Etch-and-rinse protocol
In teeth in which the etch-and-rinse adhesive mode was used, the highest leakage median values were found in the dentin refreshment (G2) and Control groups (G4) with a median score of 4.00 for both groups. In contrary, lower values were found in the no-treatment group (G3), with a median score of 3.50 while the lowest values were found in (G1) the chlorhexidine group (3.00).

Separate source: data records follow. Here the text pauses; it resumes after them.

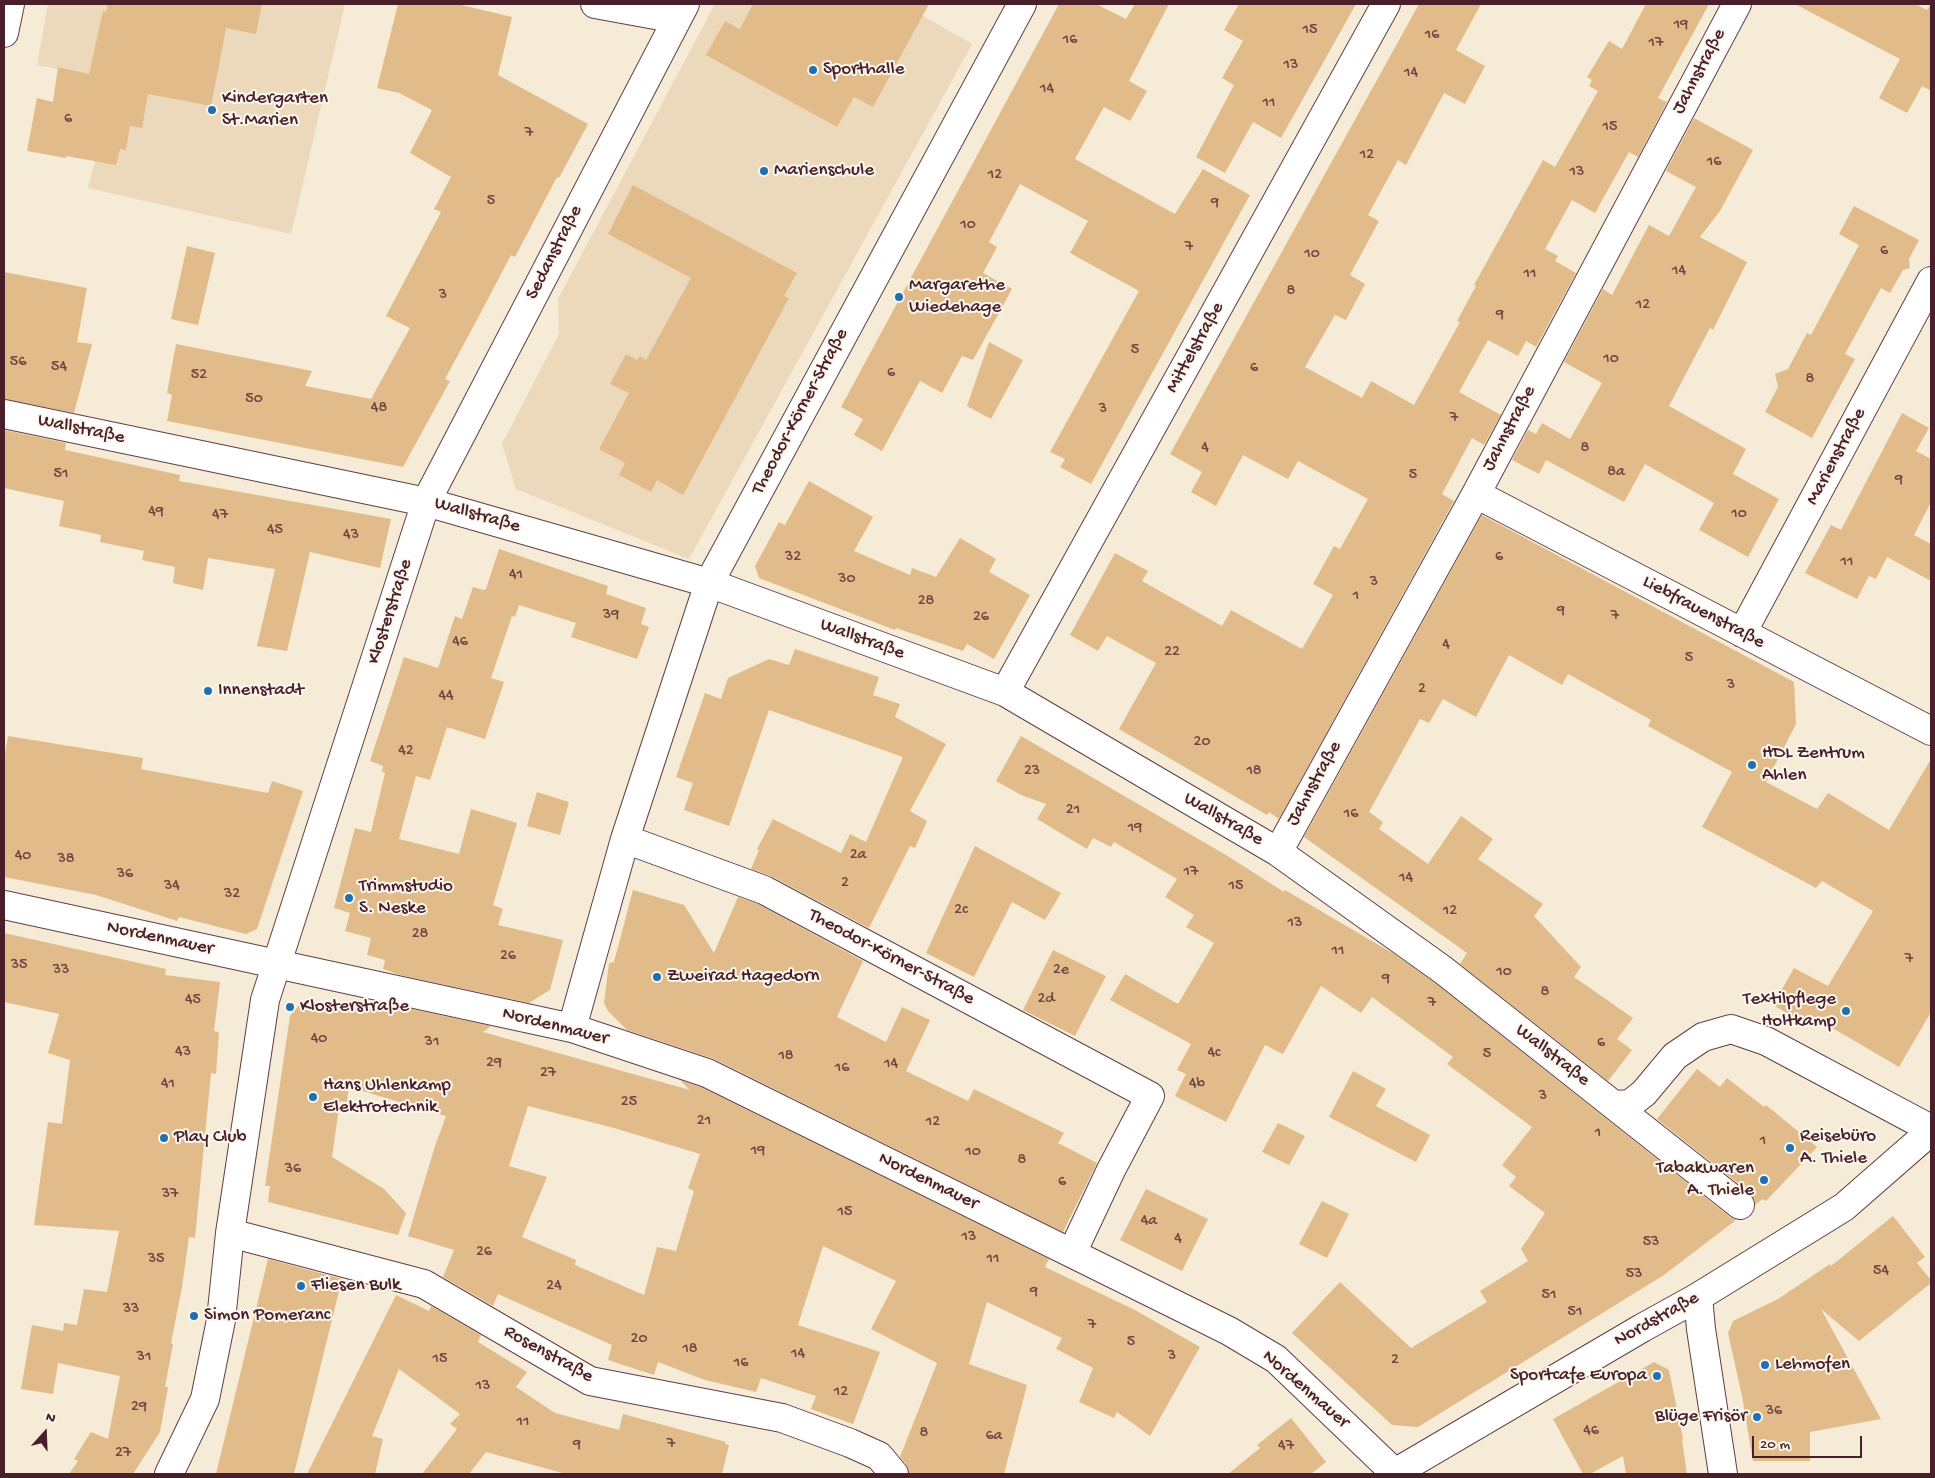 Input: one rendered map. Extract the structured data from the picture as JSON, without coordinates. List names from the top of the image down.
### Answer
{
  "streets": {
    "street": [
      "Jahnstraße",
      "Sedanstraße",
      "Mittelstraße",
      "Theodor-Körner-Straße",
      "Wallstraße",
      "Marienstraße",
      "Klosterstraße",
      "Liebfrauenstraße",
      "Nordenmauer",
      "Nordstraße",
      "Rosenstraße"
    ]
  },
  "crossings": [
    ["Jahnstraße", "Wallstraße"],
    ["Jahnstraße", "Liebfrauenstraße"],
    ["Sedanstraße", "Wallstraße"],
    ["Sedanstraße", "Klosterstraße"],
    ["Mittelstraße", "Wallstraße"],
    ["Theodor-Körner-Straße", "Wallstraße"],
    ["Theodor-Körner-Straße", "Nordenmauer"],
    ["Wallstraße", "Klosterstraße"],
    ["Marienstraße", "Liebfrauenstraße"],
    ["Klosterstraße", "Nordenmauer"],
    ["Klosterstraße", "Rosenstraße"],
    ["Nordenmauer", "Nordstraße"]
  ],
  "places": [
    "Sporthalle",
    "Kindergarten St.Marien",
    "Marienschule",
    "Margarethe Wiedehage",
    "Innenstadt",
    "HDL Zentrum Ahlen",
    "Trimmstudio S. Neske",
    "Zweirad Hagedorn",
    "Klosterstraße",
    "Textilpflege Holtkamp",
    "Hans Uhlenkamp Elektrotechnik",
    "Play Club",
    "Reisebüro A. Thiele",
    "Tabakwaren A. Thiele",
    "Fliesen Bulk",
    "Simon Pomeranc",
    "Lehmofen",
    "Sportcafe Europa",
    "Blüge Frisör"
  ],
  "house_numbers": [
    "19",
    "15",
    "16",
    "16",
    "17",
    "13",
    "14",
    "14",
    "11",
    "6",
    "15",
    "7",
    "12",
    "16",
    "13",
    "12",
    "5",
    "9",
    "10",
    "7",
    "6",
    "10",
    "14",
    "11",
    "8",
    "3",
    "12",
    "9",
    "5",
    "10",
    "56",
    "54",
    "6",
    "6",
    "52",
    "8",
    "50",
    "48",
    "3",
    "7",
    "4",
    "8",
    "8a",
    "51",
    "5",
    "9",
    "49",
    "10",
    "47",
    "45",
    "43",
    "32",
    "6",
    "11",
    "41",
    "30",
    "3",
    "1",
    "28",
    "9",
    "39",
    "7",
    "26",
    "46",
    "4",
    "22",
    "5",
    "3",
    "2",
    "44",
    "20",
    "42",
    "23",
    "18",
    "21",
    "16",
    "19",
    "2a",
    "40",
    "38",
    "17",
    "36",
    "14",
    "2",
    "34",
    "15",
    "32",
    "2c",
    "12",
    "13",
    "28",
    "11",
    "26",
    "7",
    "35",
    "33",
    "2e",
    "10",
    "9",
    "8",
    "2d",
    "45",
    "7",
    "40",
    "31",
    "6",
    "43",
    "4c",
    "5",
    "18",
    "29",
    "14",
    "16",
    "27",
    "41",
    "4b",
    "3",
    "25",
    "21",
    "12",
    "1",
    "1",
    "19",
    "10",
    "8",
    "36",
    "6",
    "37",
    "15",
    "4a",
    "13",
    "4",
    "53",
    "26",
    "35",
    "11",
    "54",
    "53",
    "24",
    "9",
    "51",
    "33",
    "51",
    "7",
    "20",
    "5",
    "18",
    "14",
    "3",
    "31",
    "15",
    "2",
    "16",
    "13",
    "12",
    "29",
    "36",
    "11",
    "46",
    "8",
    "6a",
    "7",
    "9",
    "47",
    "27"
  ],
  "scale_bar": "20 m",
  "north": "top"
} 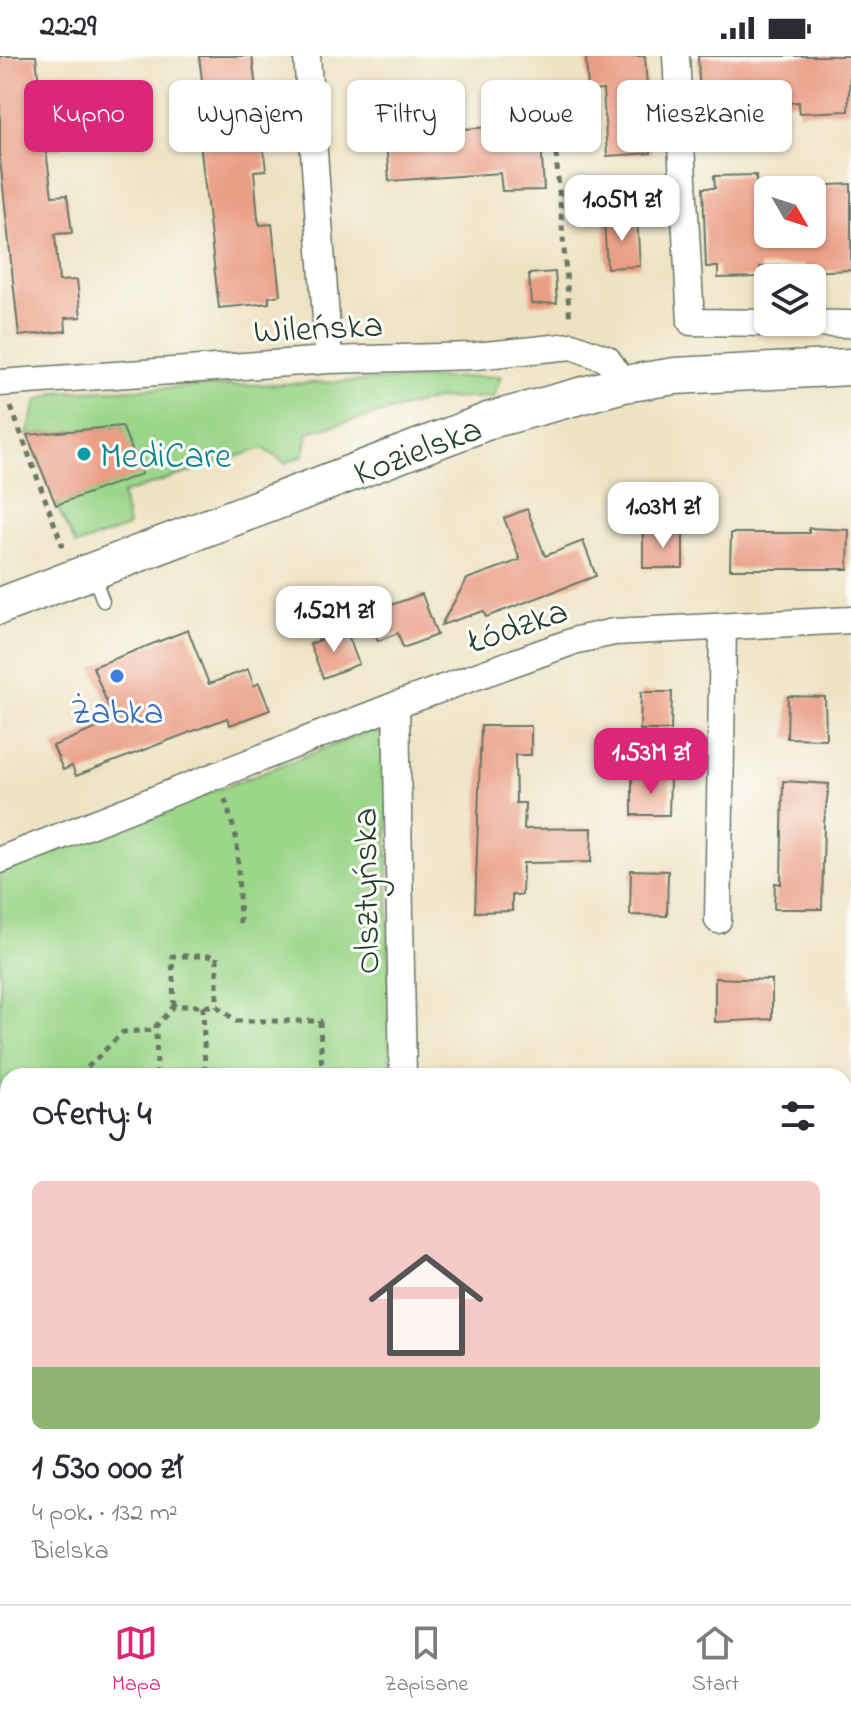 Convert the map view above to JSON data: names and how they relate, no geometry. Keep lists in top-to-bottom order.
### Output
{
  "streets": {
    "street": [
      "Wileńska",
      "Kozielska",
      "Łódzka",
      "Olsztyńska"
    ]
  },
  "crossings": [
    ["Wileńska", "Kozielska"],
    ["Łódzka", "Olsztyńska"]
  ],
  "places": ["MediCare", "Żabka"],
  "north": "bottom right",
  "page": {
    "status": "22:29",
    "chip": [
      "Kupno",
      "Wynajem",
      "Filtry",
      "Nowe",
      "Mieszkanie"
    ],
    "price": [
      "1.05M zł",
      "1.03M zł",
      "1.52M zł",
      "1.53M zł"
    ],
    "heading": "Oferty: 4",
    "list": [
      {
        "name": "1 530 000 zł",
        "note": "4 pok. · 132 m² · Bielska"
      }
    ],
    "tabs": ["Mapa", "Zapisane", "Start"]
  }
}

Nonetheless, differences within this protocol were not statistically significant (p > 0.05; Fig. 1; Table 2).
Self-etch adhesion protocol
In teeth in which the self-etch adhesive protocol was used, the highest leakage scores were found in the no-treatment group (2.50) while the lowest values were found in the Dentin refreshment group (1.50). Chlorhexidine and control group scores were the same (2.0). Nonetheless, differences within this protocol were also not statistically significant (p > 0.05; Fig. 1; Table 2).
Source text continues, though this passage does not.